| Date: | Wed, 28 Feb 1996 18:58:26 +0000 |
| Reply-To: | John Whittington <johnw@MAG-NET.CO.UK> |
| Sender: | "SAS(r) Discussion" <SAS-L@UGA.CC.UGA.EDU> |
| From: | John Whittington <johnw@MAG-NET.CO.UK> |
| Subject: | Re: input function question |
|
On Wed, 28 Feb 1996, Karsten Self <karsten@NEWAGE1.STANFORD.EDU> wrote:
>Adding my two bits -- explicit conversion allows control over exception
>handling -- unless you prefer SAS coughing up an error in the middle of
>your 1.25 million record data read.......
>
>When working with raw data my rule of thumb is to read everything as
>character and convert to numeric, after testing for bad values. I've used
>seven or eight case SELECT/WHEN statements in making date value
>conversions.
Sure. I presume the problem only really arises with character-to-number
conversion, since any valid numeric variable value ought to be convertible
to character. I don't think anyone would suggest that one should ise
implicit conversions on data which might be invalid; that invalid data
needs to be 'sorted out' for any question of conversion (implicit or
explicit) arises.
>Regarding efficiency, I'm unable to substantiate my claim, but disagree
>with John. My understanding is that implicit type conversions are less
>efficient.
I still can't find the comment in TFM I was thinking of; maybe I dreamed it
:-) I have therefore 'done the experiemnt' and, since Karsten mentiopned
1.25 million obs, that's what I've used (6.10 on 60 MHz Pentium). The log
which follows shows that Karsten seems to be just about right, although the
difference between implicit and explicit char-to-num conversion (116.2
seconds vs. 107.6 seconds) is really not worth talking about:
73
74 data test (drop=i);
75 do i=1 to 1250000; charvar='9999'; output; end;
76 run;
NOTE: The data set WORK.TEST has 1250000 observations and 1 variables.

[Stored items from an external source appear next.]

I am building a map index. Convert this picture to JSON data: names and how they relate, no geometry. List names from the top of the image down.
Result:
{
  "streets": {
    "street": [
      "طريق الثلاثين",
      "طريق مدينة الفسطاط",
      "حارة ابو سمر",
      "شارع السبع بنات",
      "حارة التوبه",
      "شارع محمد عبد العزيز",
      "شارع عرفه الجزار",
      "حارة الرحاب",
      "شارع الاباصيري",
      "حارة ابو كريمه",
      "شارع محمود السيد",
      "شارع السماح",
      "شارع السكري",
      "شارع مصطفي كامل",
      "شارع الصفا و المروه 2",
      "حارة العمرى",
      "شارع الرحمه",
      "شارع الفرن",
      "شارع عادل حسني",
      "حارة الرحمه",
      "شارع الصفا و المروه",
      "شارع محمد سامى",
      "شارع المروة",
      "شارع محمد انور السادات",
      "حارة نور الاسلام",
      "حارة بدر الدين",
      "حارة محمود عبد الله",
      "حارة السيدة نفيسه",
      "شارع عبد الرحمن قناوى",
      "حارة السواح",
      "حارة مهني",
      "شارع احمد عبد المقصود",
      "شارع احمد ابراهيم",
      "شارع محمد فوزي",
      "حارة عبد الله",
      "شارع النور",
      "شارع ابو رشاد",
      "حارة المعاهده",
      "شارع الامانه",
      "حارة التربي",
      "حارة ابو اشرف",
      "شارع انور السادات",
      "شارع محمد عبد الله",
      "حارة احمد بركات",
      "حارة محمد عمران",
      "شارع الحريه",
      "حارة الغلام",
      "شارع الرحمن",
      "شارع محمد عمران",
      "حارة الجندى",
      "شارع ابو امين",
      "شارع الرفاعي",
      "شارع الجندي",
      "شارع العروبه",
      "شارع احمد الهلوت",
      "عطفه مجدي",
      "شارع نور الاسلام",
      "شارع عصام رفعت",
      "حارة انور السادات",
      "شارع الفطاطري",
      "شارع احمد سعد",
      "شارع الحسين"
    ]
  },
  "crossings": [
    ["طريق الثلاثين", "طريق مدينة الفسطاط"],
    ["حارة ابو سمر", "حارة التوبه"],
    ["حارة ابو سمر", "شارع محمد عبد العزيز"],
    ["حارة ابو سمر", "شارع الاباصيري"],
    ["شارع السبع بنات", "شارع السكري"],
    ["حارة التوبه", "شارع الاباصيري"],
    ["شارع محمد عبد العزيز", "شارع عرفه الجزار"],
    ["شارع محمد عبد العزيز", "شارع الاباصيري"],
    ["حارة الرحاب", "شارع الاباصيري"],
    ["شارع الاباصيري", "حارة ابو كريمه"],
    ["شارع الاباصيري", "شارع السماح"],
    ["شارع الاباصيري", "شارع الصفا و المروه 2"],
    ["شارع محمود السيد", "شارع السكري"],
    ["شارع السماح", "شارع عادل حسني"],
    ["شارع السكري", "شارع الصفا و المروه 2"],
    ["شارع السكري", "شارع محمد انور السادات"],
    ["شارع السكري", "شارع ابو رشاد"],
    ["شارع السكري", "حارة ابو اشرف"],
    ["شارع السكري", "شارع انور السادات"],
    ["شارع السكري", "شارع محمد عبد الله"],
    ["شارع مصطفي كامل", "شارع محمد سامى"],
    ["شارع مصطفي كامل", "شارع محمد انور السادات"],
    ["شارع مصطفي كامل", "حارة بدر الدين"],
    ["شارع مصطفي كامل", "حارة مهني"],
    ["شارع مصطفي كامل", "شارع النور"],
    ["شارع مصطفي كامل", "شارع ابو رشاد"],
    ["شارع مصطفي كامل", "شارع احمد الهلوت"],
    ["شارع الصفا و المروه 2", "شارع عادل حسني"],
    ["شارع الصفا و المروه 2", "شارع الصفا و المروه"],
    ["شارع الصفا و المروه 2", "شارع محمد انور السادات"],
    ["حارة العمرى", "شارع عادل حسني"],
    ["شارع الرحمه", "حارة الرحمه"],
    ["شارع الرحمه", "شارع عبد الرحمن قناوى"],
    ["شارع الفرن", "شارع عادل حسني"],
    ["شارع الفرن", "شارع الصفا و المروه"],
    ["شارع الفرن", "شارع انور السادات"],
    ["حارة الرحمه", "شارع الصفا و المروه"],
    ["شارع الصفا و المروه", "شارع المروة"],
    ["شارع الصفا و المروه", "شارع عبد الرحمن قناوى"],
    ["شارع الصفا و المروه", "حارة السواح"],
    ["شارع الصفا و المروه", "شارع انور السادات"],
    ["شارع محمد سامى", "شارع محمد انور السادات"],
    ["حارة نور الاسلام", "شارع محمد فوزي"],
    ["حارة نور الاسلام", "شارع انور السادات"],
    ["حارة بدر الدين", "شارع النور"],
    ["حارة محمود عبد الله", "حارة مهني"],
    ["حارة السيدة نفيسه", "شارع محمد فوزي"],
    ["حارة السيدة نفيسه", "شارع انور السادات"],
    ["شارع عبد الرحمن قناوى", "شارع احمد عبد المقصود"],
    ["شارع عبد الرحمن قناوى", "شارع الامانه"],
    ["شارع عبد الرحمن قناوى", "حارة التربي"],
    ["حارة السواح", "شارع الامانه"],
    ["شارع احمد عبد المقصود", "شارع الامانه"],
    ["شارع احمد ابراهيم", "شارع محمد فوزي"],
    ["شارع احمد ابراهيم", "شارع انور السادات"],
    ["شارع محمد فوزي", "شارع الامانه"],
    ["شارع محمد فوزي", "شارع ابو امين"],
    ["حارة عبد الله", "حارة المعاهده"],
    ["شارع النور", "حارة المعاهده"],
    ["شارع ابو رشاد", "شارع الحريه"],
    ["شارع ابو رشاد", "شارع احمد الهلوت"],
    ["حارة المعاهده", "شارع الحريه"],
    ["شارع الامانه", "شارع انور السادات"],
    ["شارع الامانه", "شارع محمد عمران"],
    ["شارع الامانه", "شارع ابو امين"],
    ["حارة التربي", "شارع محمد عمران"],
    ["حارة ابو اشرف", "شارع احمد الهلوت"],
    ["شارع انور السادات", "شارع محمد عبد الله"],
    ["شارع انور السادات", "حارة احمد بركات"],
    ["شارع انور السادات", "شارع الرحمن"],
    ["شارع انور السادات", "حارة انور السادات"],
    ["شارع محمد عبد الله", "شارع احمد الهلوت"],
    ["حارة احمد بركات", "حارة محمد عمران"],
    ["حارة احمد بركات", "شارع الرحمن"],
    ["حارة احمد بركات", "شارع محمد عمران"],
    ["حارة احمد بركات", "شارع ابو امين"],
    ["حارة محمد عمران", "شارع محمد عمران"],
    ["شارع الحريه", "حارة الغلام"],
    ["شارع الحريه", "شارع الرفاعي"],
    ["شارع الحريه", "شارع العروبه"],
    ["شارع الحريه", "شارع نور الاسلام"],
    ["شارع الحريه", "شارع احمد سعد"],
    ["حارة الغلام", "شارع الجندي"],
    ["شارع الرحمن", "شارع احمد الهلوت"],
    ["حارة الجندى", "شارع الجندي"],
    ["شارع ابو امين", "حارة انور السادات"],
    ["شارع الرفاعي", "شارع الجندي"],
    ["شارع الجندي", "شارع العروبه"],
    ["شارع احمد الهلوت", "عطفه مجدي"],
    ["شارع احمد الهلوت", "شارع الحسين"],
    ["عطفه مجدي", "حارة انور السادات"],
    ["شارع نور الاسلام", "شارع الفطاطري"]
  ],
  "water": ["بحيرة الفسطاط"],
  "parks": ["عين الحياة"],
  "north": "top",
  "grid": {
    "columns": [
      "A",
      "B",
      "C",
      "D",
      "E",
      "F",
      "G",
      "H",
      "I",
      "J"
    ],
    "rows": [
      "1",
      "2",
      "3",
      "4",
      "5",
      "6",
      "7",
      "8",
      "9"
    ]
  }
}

NOTE: The DATA statement used 26.25 seconds.
77
78 data one;
79 set test;
80 numvar=charvar+1 ;
81 run;
NOTE: Character values have been converted to numeric values at the places
given by: (Line):(Column).
80:13
NOTE: The data set WORK.ONE has 1250000 observations and 2 variables.
NOTE: The DATA statement used 1 minute 56.22 seconds.
82
83 data one;
84 set test;
85 numvar=input(charvar, 4.0) + 1;
86 run;
NOTE: The data set WORK.ONE has 1250000 observations and 2 variables.
NOTE: The DATA statement used 1 minute 47.6 seconds.
... so perhaps I did dream it!!!
John
-----------------------------------------------------------
Dr John Whittington, Voice: +44 1296 730225
Mediscience Services Fax: +44 1296 738893
Twyford Manor, Twyford, E-mail: johnw@mag-net.co.uk
Buckingham MK18 4EL, UK CompuServe: 100517,3677
-----------------------------------------------------------
|